For Figure 7 (a-c), we have changed the caption from "Importance of satisfying the KI Principle" to "Importance of satisfying the KI Principle for (a) QMIX, (b) QPLEX, and (C) RMIX. A variant of ReBorn without satisfying the KI Principle is depicted as Reborn w/o KI."
For Figure 8 (a-c), we have changed the caption from "Comparison with other methods that satisfy the KI principle" to "Comparison with other methods that satisfy the KI principle for (a) QMIX, (b) QPLEX, and (C) RMIX."
Evaluation on more environments could strengthen the paper's claim of superiority over other methods. However, I find the current evaluation experiments sufficient to make that claim.
We have evaluated ReBorn against ReDo and Reset in four more environments. The experimental results are shown in Figure 2 in the response PDF. The results demonstrate that ReBorn performs better than these two methods.
Limitation are not discussed in the main section, only in the appendix.
Thank you for your valuable suggestion. We will incorporate the discussion of the limitations in the main section.
Thank you for your response. Since you have addressed my concerns, I will raise my score to 7.
This work proposes a new method for resetting dormant neurons in multi-agent RL settings. It replicates previous observations on unit dormancy in deep RL in the multi-agent regime, finding that inactive neurons are correlated with reduced ability to improve performance. The proposed method differs from ReDO, which resets dormant neurons' incoming weights to that of a random initialization, by distributing the weights of highly active "overweight" neurons among those identified as dormant during reset steps so as to avoid changing the output of the network.
优点
- The paper identifies additional factors, beyond those present in single-agent deep RL, which impact the dormancy rate in a neural network, in particular showing that in QMIX and QPLEX algorithms, the mixing network is most vulnerable to dormancy. It also shows that increasing the number of agents, which presumably also increases the degree of nonstationarity in the problem, also increases the number of dormant units.
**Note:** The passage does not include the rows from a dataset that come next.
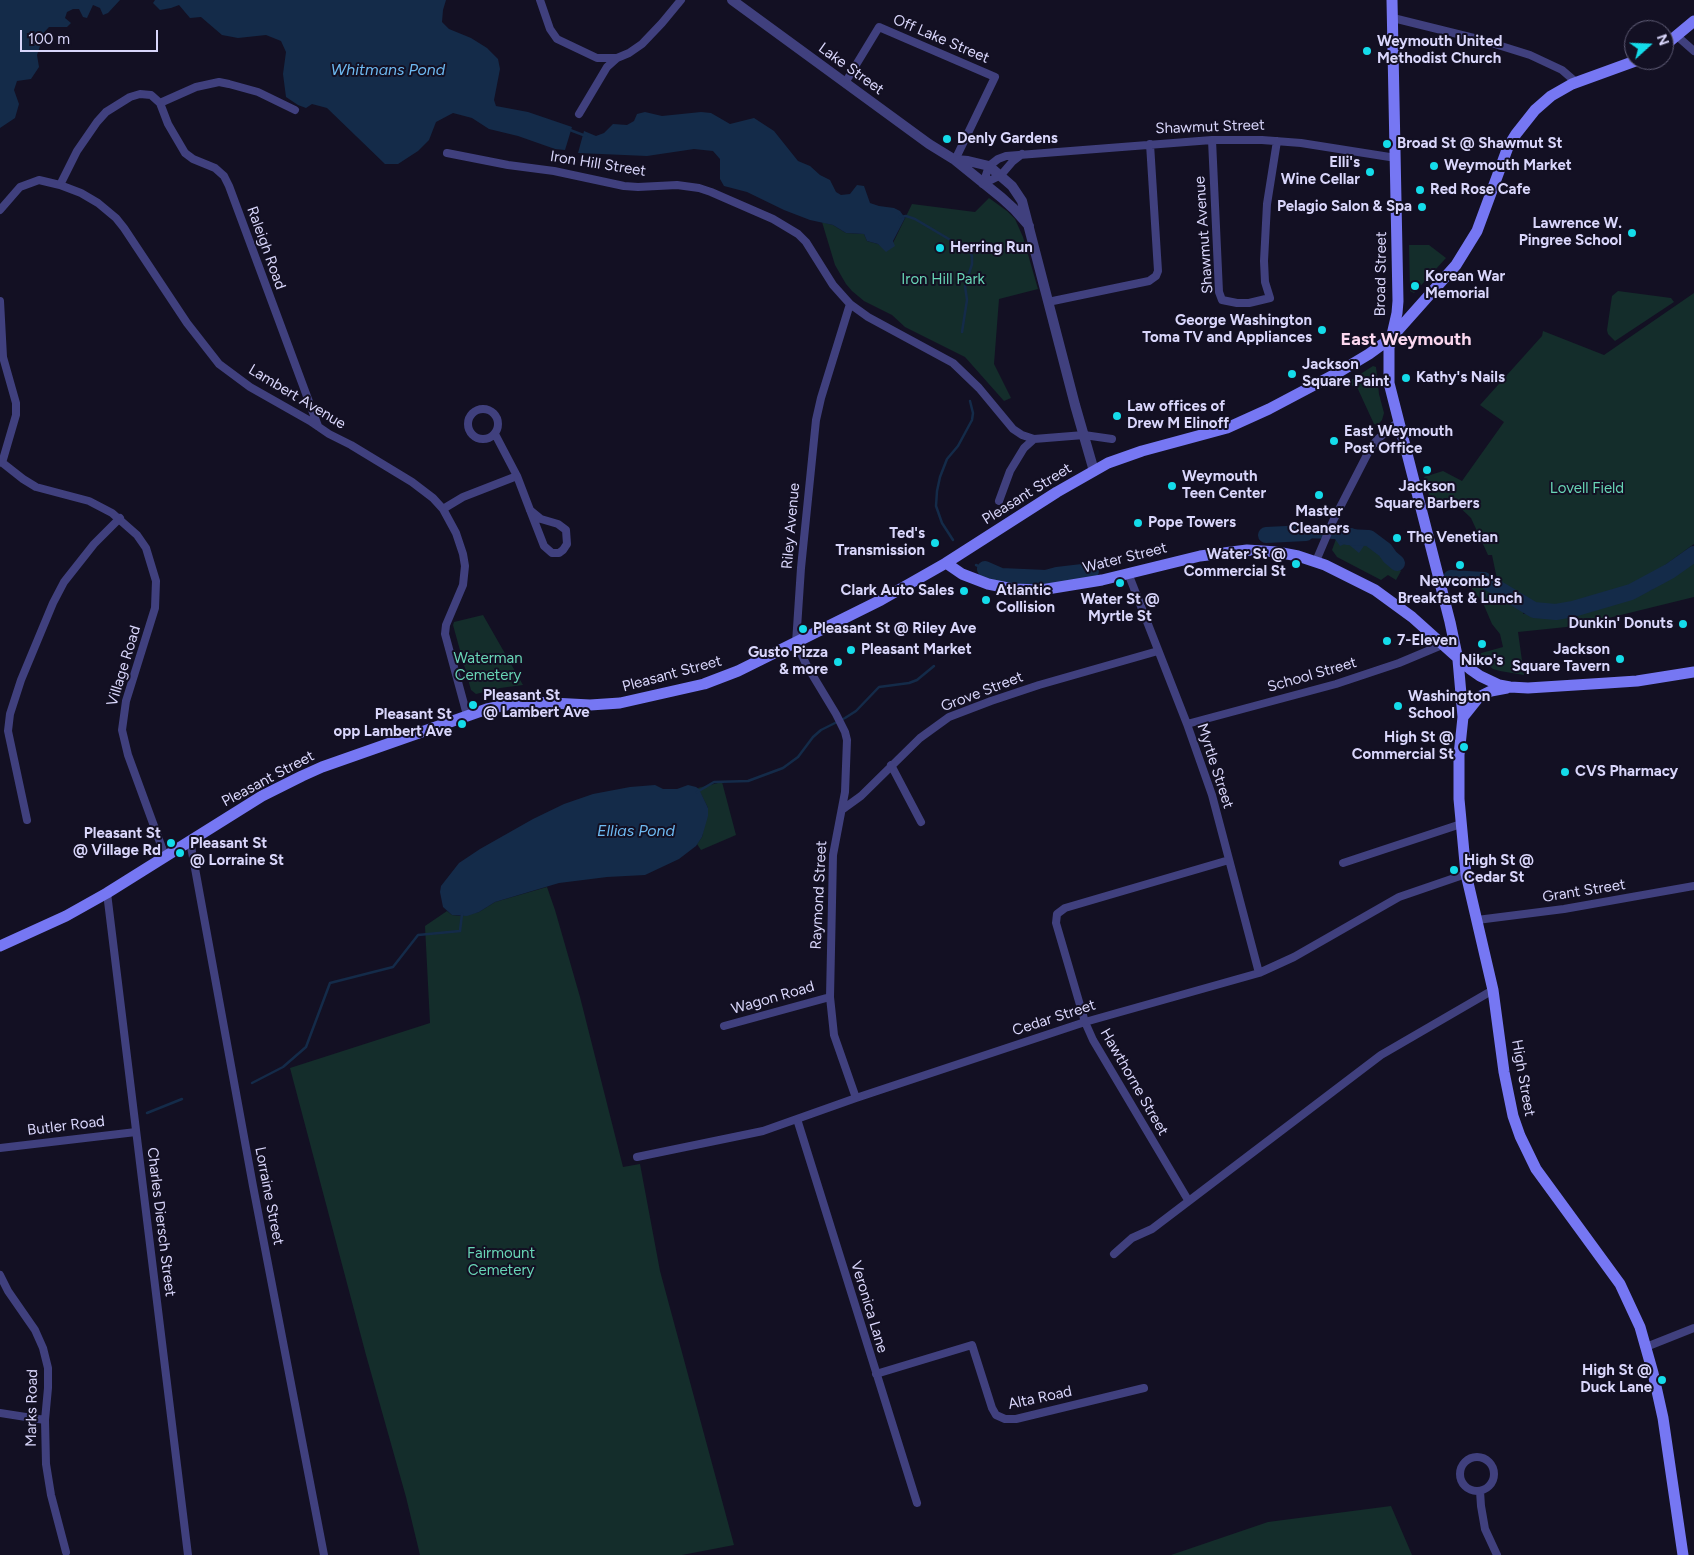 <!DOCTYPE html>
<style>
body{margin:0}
#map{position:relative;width:1694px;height:1555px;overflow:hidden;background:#131023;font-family:Figtree,sans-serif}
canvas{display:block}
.north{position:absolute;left:1624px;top:20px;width:50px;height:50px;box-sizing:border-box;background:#131023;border:1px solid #625f79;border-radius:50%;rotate:70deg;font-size:14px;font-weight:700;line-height:20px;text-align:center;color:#d9d6fb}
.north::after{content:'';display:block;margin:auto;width:18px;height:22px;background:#14dcea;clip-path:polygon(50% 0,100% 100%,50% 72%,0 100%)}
.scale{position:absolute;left:20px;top:30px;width:138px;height:22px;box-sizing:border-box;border:2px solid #d9d6fb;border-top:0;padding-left:6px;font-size:15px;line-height:18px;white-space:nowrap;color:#d9d6fb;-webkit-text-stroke:4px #131023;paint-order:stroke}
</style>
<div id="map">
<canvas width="1694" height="1555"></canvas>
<div class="north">N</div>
<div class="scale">100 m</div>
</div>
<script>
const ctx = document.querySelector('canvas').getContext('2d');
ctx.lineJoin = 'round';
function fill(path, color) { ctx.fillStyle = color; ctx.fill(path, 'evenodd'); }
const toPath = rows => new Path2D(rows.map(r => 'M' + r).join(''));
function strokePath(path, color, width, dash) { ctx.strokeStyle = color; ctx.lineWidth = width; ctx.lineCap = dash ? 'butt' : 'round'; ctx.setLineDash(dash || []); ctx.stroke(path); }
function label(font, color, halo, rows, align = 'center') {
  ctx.font = font + ' Figtree,sans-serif'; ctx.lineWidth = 4; ctx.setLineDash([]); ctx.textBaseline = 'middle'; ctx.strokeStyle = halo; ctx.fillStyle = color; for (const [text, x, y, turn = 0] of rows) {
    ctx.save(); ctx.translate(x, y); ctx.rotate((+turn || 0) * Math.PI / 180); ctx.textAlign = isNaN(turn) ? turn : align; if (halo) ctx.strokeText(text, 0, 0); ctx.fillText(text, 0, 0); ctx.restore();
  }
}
fill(toPath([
 [989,198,1007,211,1015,219,1023,237,1038,289,999,299,994,364,1011,398,1004,401,965,357,905,327,892,315,864,301,852,291,846,284,835,265,822,222,833,225,846,233,864,234,867,241,878,244,882,247,893,243,912,204,975,212],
 [1409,245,1429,245,1446,258,1414,293,1410,291],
 [1618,291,1671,298,1674,302,1615,341,1608,334,1607,330,1612,296],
 [1694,293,1694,544,1636,586,1606,598,1560,608,1540,608,1532,606,1503,587,1497,579,1492,555,1488,555,1471,518,1451,499,1431,502,1424,477,1443,471,1462,481,1504,422,1480,405,1542,336,1543,331,1604,355],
 [1373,366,1376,367,1379,394,1384,413,1382,420,1377,425,1374,424,1357,387,1347,384,1351,380],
 [1336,539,1347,543,1368,541,1379,549,1401,571,1396,580,1388,575,1381,580,1337,557,1332,550],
 [1694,561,1694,597,1576,626,1518,632,1524,675,1500,671,1493,669,1474,655,1503,647,1500,634,1492,624,1483,603,1466,581,1480,582,1526,608,1523,614,1557,614,1587,608,1651,590],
 [483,615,523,685,500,688,476,694,471,690,453,625,454,622],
 [722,782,736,835,701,850,697,844,702,837,708,808,698,788],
 [547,887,555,910,580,997,623,1167,640,1164,660,1271,734,1545,682,1555,420,1555,406,1497,366,1355,290,1068,430,1023,425,926,447,911,452,915,460,916,479,912,495,902],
 [1391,1506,1412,1555,1171,1555,1268,1522]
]), '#142d2b');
fill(toPath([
 [0,0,120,0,108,13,103,15,100,8,93,5,87,18,83,17,79,9,73,9,67,12,65,18,71,23,67,27,49,27,39,38,40,46,37,55,39,67,31,79,17,81,14,90,19,104,15,118,0,128],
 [155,0,446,0,443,10,442,22,449,29,471,38,487,48,498,59,500,69,494,100,496,106,528,112,572,127,565,150,555,149,518,136,489,129,472,118,453,113,436,122,429,140,418,151,398,164,385,164,327,108,312,104,306,108,298,105,286,97,283,74,286,52,281,41,266,35,238,38,222,35,201,17,190,18,179,5,171,8,160,10,153,3],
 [645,112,662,116,701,112,711,113,730,124,754,118,774,131,798,161,810,166,820,175,830,180,836,192,841,195,850,194,857,185,864,186,870,203,879,206,894,208,900,211,905,218,893,241,895,246,886,252,878,244,867,241,864,234,846,233,833,225,810,220,784,210,747,192,724,186,720,179,720,159,713,151,694,149,647,156,578,153,584,131,596,136,604,133,613,124,627,125,634,121,637,114],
 [1317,526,1339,530,1352,528,1368,534,1368,540,1359,553,1347,543,1340,546,1335,539,1299,538,1285,533,1302,527],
 [655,785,663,789,677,789,688,785,696,787,699,789,708,808,708,816,702,837,696,846,679,859,645,875,607,877,559,883,495,902,479,912,467,916,452,915,443,907,440,892,441,886,459,863,480,849,533,819,564,804,593,794,630,787]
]), '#142b49');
strokePath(toPath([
 [570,130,586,136],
 [900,217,906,216,915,219,969,251,972,256,972,264,965,286,967,300,962,332],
 [953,540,942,523,936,506,937,491,940,477,947,459,958,446,972,420,973,413,970,401],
 [976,565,985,569,983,572],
 [697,792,714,782,748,781,783,768,798,757,813,737,821,730,845,718,856,711,879,687,909,683,917,680,934,666],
 [252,1083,283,1067,306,1047,330,983,393,967,418,935,460,931,462,914],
 [147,1113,182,1099]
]), '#142b49', 2.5);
strokePath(toPath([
 [1266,535,1306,533],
 [1347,537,1369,538,1385,550,1390,557,1397,563],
 [985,569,1001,576,1046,578,1057,575,1091,571],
 [1451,578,1484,580,1534,610,1556,612,1573,609,1631,592,1670,571,1694,554]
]), '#142b49', 16);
strokePath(toPath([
 [540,0,550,29,557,39,597,58,617,58],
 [1393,18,1482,40,1530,55,1562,70,1577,83],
 [1677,36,1694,51],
 [845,83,879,27,995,77,955,160],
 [160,103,168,124,185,153,193,159,215,168,224,176,229,186,318,426],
 [579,114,607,67,617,58,629,53,642,44,662,23,681,0],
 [1212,140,1219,292,1222,300,1237,303,1249,303,1270,298,1265,282,1264,261,1267,204,1277,141],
 [447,153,508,165,554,171,624,186,638,187,677,185,699,188,711,192,773,219,798,234,806,242,833,285,850,304,868,317,953,363,979,388,1013,429,1022,435,1034,439],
 [983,184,989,166,998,159,1006,156,1212,140,1262,140,1301,143,1396,158],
 [983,184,1001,175,1013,161,1022,154],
 [60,185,77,151,97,122,106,112,130,97,140,94,151,95,160,103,196,87,219,82,229,84,258,92,295,110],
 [0,210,20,187,39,180,60,185,81,193,98,203,116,218,124,228,187,323,219,364,250,387,310,421,329,434,351,445,412,482,433,498,443,509,456,533,463,554,465,566,463,585,446,625,445,634,467,715],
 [0,301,3,357,16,403,16,415,2,463],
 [1048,302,1149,281,1156,276,1158,271,1150,144],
 [850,304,821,398,816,420,801,568,796,643,807,666,836,714,845,732,847,740,845,792,833,855,830,997,834,1035,856,1098],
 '468 424a15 15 0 1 1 30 0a15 15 0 1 1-30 0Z',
 [495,434,517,476,530,510,544,546,552,553,559,553,563,550,567,544,566,530,558,524,541,519,530,510],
 [0,461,23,479,36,487,89,501,112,513,137,535,146,548,156,581,155,608,126,701,122,730,128,755,165,856],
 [999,501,1010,471,1024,448,1034,439,1084,435,1112,439],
 [443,509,463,497,517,476],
 [1316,561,1333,521,1371,447,1379,438,1398,422],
 [1128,573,1187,724,1212,795,1259,973],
 [1187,724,1336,684,1399,663,1442,645],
 [891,765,921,822],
 [843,809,861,796,920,738,949,717,991,701,1039,685,1158,651],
 [27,820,8,731,10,714,21,680,53,603,64,582,94,544,120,518],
 [190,841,253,1186,324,1555],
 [1343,863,1461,824],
 [107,893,188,1555],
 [1477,920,1564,909,1694,886],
 [724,1026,830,997],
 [797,1119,917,1503],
 [0,1148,136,1132],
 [637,1157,763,1131,856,1098,1085,1022,1259,973,1294,957,1399,897,1466,874],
 [1188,1200,1093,1040,1085,1022,1056,923,1057,914,1065,908,1229,860],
 [1114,1254,1132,1238,1152,1229,1381,1055,1493,990],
 [0,1275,8,1291,35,1330,43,1348,48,1368,48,1388,45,1420,46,1464,51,1495,66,1552],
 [1646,1347,1694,1328],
 [876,1374,972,1345,992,1408,996,1415,1005,1419,1016,1419,1144,1388],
 [0,1413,45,1420],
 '1460 1474a17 17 0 1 1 34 0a17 17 0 1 1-34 0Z',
 [1480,1491,1481,1506,1485,1529,1497,1555]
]), '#40407e', 8);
strokePath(toPath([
 [732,0,929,144,955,160,1002,198,1014,209,1029,226],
 [955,160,968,161,989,166,1012,186,1022,201,1075,405,1094,471]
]), '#40407e', 10);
strokePath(toPath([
 [1392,0,1398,301,1397,313,1389,348,1389,383,1450,622,1458,660,1463,717,1459,755,1459,799,1466,874,1493,990,1504,1072,1513,1116,1520,1136,1536,1169,1620,1284,1640,1327,1653,1373,1663,1418,1683,1555],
 [1664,46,1694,21],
 [946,563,962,574,988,584,1013,589,1041,590,1102,580,1200,556,1247,550,1277,552,1298,556,1325,565,1375,590,1412,617,1470,669,1480,676,1499,685,1510,687,1528,688,1607,683,1637,681,1694,672],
 [1463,717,1479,697,1491,691,1507,688],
 [0,946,66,916,107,893,262,796,302,776,322,767,487,709,511,704,533,702,590,705,620,703,704,684,738,671,881,600,946,563,1057,492,1108,463,1142,451,1227,428,1269,409,1339,372,1369,354,1391,338,1456,265,1477,231,1508,147,1516,134,1535,110,1551,96,1572,84,1638,60]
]), '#7677f3', 11);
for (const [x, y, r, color] of [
 [1367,51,5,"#14dcea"],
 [947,139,5,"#14dcea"],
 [1387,144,5,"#14dcea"],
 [1434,166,5,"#14dcea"],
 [1370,172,5,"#14dcea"],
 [1420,190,5,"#14dcea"],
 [1422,207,5,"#14dcea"],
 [1632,233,5,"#14dcea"],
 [940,248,5,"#14dcea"],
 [1415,286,5,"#14dcea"],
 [1322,330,5,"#14dcea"],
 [1292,374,5,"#14dcea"],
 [1406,378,5,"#14dcea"],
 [1117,416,5,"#14dcea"],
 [1334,441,5,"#14dcea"],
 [1427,470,5,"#14dcea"],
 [1172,486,5,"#14dcea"],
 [1319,495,5,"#14dcea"],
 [1138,523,5,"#14dcea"],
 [1397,538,5,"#14dcea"],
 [935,543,5,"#14dcea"],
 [1296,564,5,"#14dcea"],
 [1460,565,5,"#14dcea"],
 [1120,583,5,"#14dcea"],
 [964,591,5,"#14dcea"],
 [986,600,5,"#14dcea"],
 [1683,624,5,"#14dcea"],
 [803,629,5,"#14dcea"],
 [1387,641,5,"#14dcea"],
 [1482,644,5,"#14dcea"],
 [851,650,5,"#14dcea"],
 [1620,659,5,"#14dcea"],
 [838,662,5,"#14dcea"],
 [473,705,5,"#14dcea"],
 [1398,706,5,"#14dcea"],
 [462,724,5,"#14dcea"],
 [1464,747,5,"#14dcea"],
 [1565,772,5,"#14dcea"],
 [171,843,5,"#14dcea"],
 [180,853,5,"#14dcea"],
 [1454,870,5,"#14dcea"],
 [1662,1380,5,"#14dcea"]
]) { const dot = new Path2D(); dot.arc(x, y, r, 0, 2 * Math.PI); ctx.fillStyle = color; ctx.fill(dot); strokePath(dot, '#131023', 2); }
label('15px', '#d9d6fb', '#131023', [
 ["Off Lake Street",941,39,23],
 ["Lake Street",851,69,36],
 ["Shawmut Street",1210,127,-2],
 ["Iron Hill Street",598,164,9],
 ["Shawmut Avenue",1204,235,-94],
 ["Raleigh Road",266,248,70],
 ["Broad Street",1381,274,-89],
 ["Lambert Avenue",297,397,31],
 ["Pleasant Street",1027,494,-32],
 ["Riley Avenue",791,526,-85],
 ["Water Street",1125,558,-14],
 ["Village Road",124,666,-73],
 ["Pleasant Street",672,674,-15],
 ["School Street",1312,675,-16],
 ["Grove Street",982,692,-21],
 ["Myrtle Street",1215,766,72],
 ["Pleasant Street",268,779,-28],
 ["Grant Street",1584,891,-9],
 ["Raymond Street",819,895,-87],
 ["Wagon Road",773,998,-16],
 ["Cedar Street",1054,1018,-18],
 ["High Street",1523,1078,80],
 ["Hawthorne Street",1134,1082,60],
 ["Butler Road",66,1126,-7],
 ["Lorraine Street",269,1196,79],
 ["Charles Diersch Street",161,1222,83],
 ["Veronica Lane",869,1307,73],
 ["Alta Road",1040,1398,-12],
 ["Marks Road",32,1408,-89]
]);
label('bold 15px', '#d9d6fb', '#131023', [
 ["Weymouth United",1377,42],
 ["Methodist Church",1377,59],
 ["Denly Gardens",957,139],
 ["Broad St @ Shawmut St",1397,144],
 ["Elli's",1360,163,"right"],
 ["Wine Cellar",1360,180,"right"],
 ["Weymouth Market",1444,166],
 ["Red Rose Cafe",1430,190],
 ["Pelagio Salon & Spa",1412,207,"right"],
 ["Lawrence W.",1622,224,"right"],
 ["Pingree School",1622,241,"right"],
 ["Herring Run",950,248],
 ["Korean War",1425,277],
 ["Memorial",1425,294],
 ["George Washington",1312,321,"right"],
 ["Toma TV and Appliances",1312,338,"right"],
 ["Jackson",1302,365],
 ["Square Paint",1302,382],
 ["Kathy's Nails",1416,378],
 ["Law offices of",1127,407],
 ["Drew M Elinoff",1127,424],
 ["East Weymouth",1344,432],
 ["Post Office",1344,449],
 ["Weymouth",1182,477],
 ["Teen Center",1182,494],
 ["Jackson",1427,487,"center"],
 ["Square Barbers",1427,504,"center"],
 ["Master",1319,512,"center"],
 ["Cleaners",1319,529,"center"],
 ["Pope Towers",1148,523],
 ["Ted's",925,534,"right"],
 ["Transmission",925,551,"right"],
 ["The Venetian",1407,538],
 ["Water St @",1286,555,"right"],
 ["Commercial St",1286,572,"right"],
 ["Newcomb's",1460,582,"center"],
 ["Breakfast & Lunch",1460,599,"center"],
 ["Clark Auto Sales",954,591,"right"],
 ["Atlantic",996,591],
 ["Collision",996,608],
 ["Water St @",1120,600,"center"],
 ["Myrtle St",1120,617,"center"],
 ["Dunkin' Donuts",1673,624,"right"],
 ["Pleasant St @ Riley Ave",813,629],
 ["7-Eleven",1397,641],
 ["Pleasant Market",861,650],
 ["Jackson",1610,650,"right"],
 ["Square Tavern",1610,667,"right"],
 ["Gusto Pizza",828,653,"right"],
 ["& more",828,670,"right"],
 ["Niko's",1482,661,"center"],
 ["Pleasant St",483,696],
 ["@ Lambert Ave",483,713],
 ["Washington",1408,697],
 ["School",1408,714],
 ["Pleasant St",452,715,"right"],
 ["opp Lambert Ave",452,732,"right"],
 ["High St @",1454,738,"right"],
 ["Commercial St",1454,755,"right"],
 ["CVS Pharmacy",1575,772],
 ["Pleasant St",161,834,"right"],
 ["@ Village Rd",161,851,"right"],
 ["Pleasant St",190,844],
 ["@ Lorraine St",190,861],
 ["High St @",1464,861],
 ["Cedar St",1464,878],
 ["High St @",1652,1371,"right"],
 ["Duck Lane",1652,1388,"right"]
], 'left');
label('15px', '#68d5b6', '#131023', [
 ["Iron Hill Park",943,280],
 ["Lovell Field",1587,489],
 ["Waterman",488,659],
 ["Cemetery",488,676],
 ["Fairmount",501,1254],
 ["Cemetery",501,1271]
]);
label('italic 16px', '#6ebaf2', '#131023', [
 ["Whitmans Pond",388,70],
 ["Ellias Pond",636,831]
]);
label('bold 18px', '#fcd8f0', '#131023', [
 ["East Weymouth",1406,340]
]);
</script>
- The knowledge invariant principle, while not entirely novel (see, e.g. the approach of Nikishin et al. which is precisely motivated by the desire to avoid changing the network's outputs after a reset), is clearly relevant for multi-agent settings, where changing many agents' policies at once introduces greater instability than the (potentially beneficial) exploratory interpretation of parameter perturbations in single-agent algorithms.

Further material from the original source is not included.